Aqua Metals and 6K Energy lock in supply deal for domestic battery materials
Aqua Metals and 6K Energy have signed a multi-year supply agreement that gives both companies a clearer commercial path into domestic battery materials production. The deal, announced on January 21, 2026, is designed to support future supplies of battery-grade nickel metal and lithium carbonate for cathode active material manufacturing in the United States.
Battery-grade nickel and lithium carbonate move into a commercial framework
The agreement is structured as a material supply agreement, or MSA, and is meant to connect Aqua Metals’ recycling and refining work with 6K Energy’s cathode active materials business. In practical terms, the companies are trying to reduce dependence on imported inputs by tying recycled feedstock and domestic processing into a single supply chain.
That matters because nickel and lithium remain two of the most closely watched battery inputs, especially as automakers and cell makers keep pushing for more localized sourcing. The companies did not say the deal guarantees immediate large-scale deliveries, but it does formalize a relationship that could feed future cathode production.

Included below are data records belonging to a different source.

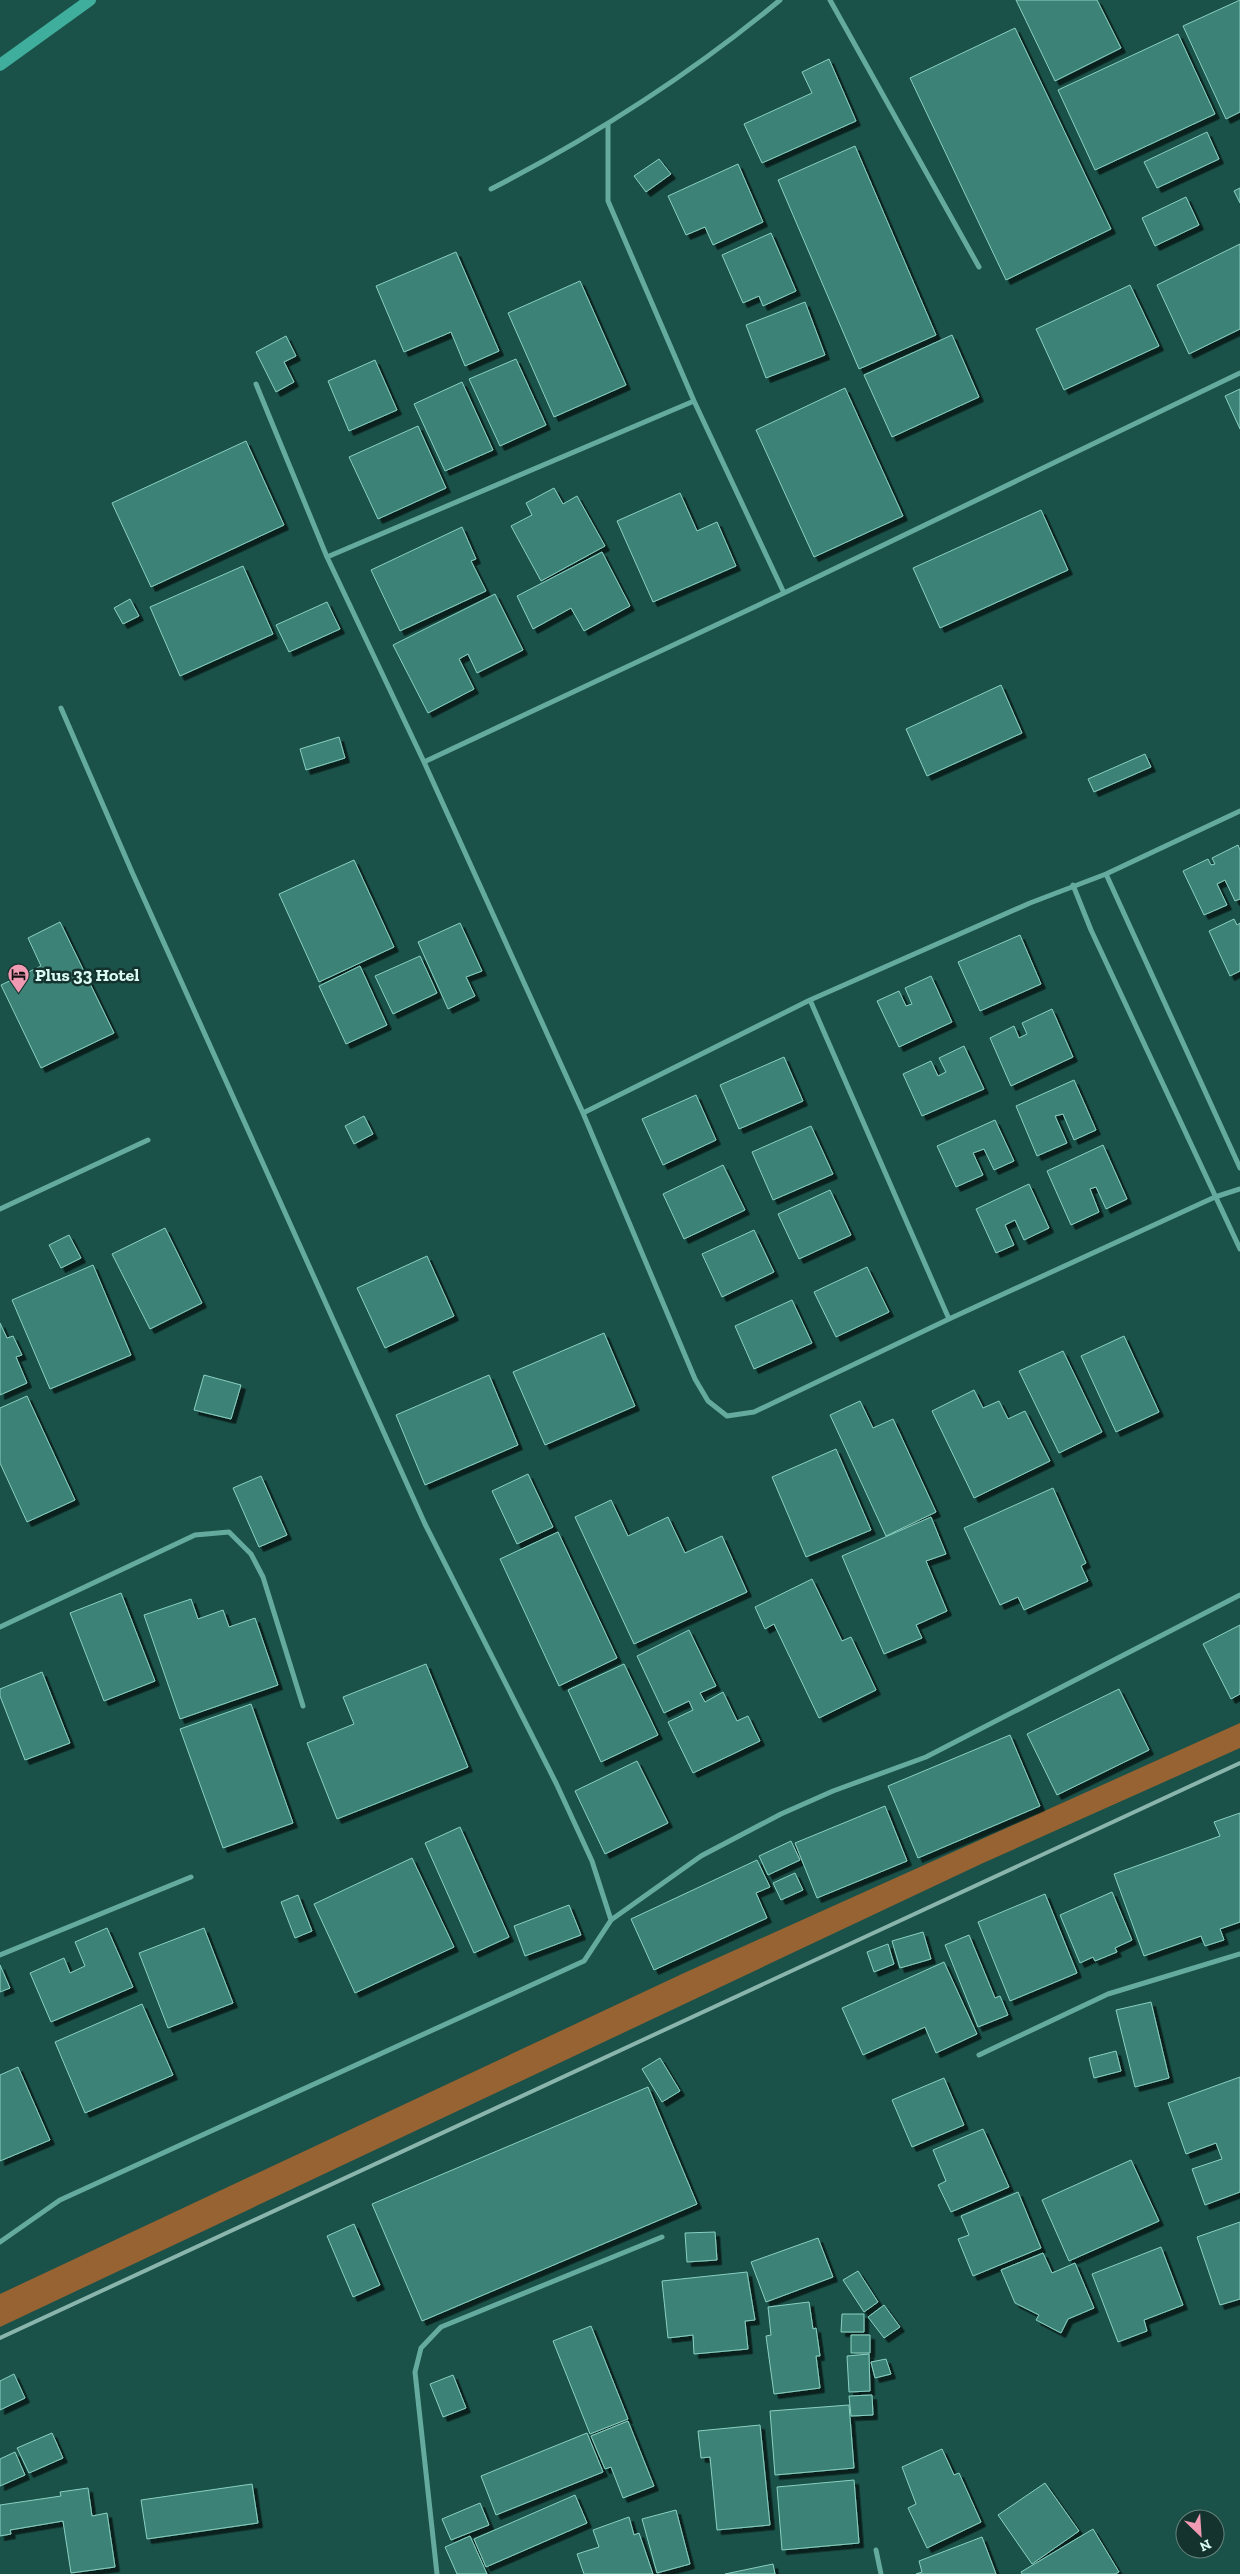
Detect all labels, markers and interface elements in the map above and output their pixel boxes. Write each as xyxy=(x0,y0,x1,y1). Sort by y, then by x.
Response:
hotel icon: Plus 33 Hotel xyxy=(7,963,31,994)
place label: Plus 33 Hotel xyxy=(35,964,139,986)
north arrow xyxy=(1175,2509,1225,2559)
text: N xyxy=(1197,2535,1214,2555)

Why the deal matters for U.S. cathode supply chains
Aqua Metals described the agreement as part of its broader effort to commercialize sustainable battery metals recycling and refining. 6K Energy, meanwhile, has positioned itself as a U.S.-based producer of advanced cathode active materials, making the arrangement relevant to domestic supply chain buildout rather than a one-off materials shipment.
The announcement also follows Aqua Metals’ report that it helped produce what it called the first cathode active material made from 100% domestically sourced, recycled nickel, with the material moving through qualification by a tier-one battery manufacturer. Taken together, those steps suggest the company is trying to move from demonstration toward repeatable supply.
Commercialization is the real test now
For battery materials companies, the difficult part is rarely the lab result. The harder step is proving that feedstock, refining, and cathode production can work at consistent quality and commercial volumes. This agreement points in that direction, but the real significance will depend on whether the partners can convert the MSA into sustained material flow and customer qualification.
For now, the deal is a concrete sign that domestic battery materials companies are still building the contracts and processing links they need before larger-scale manufacturing can follow.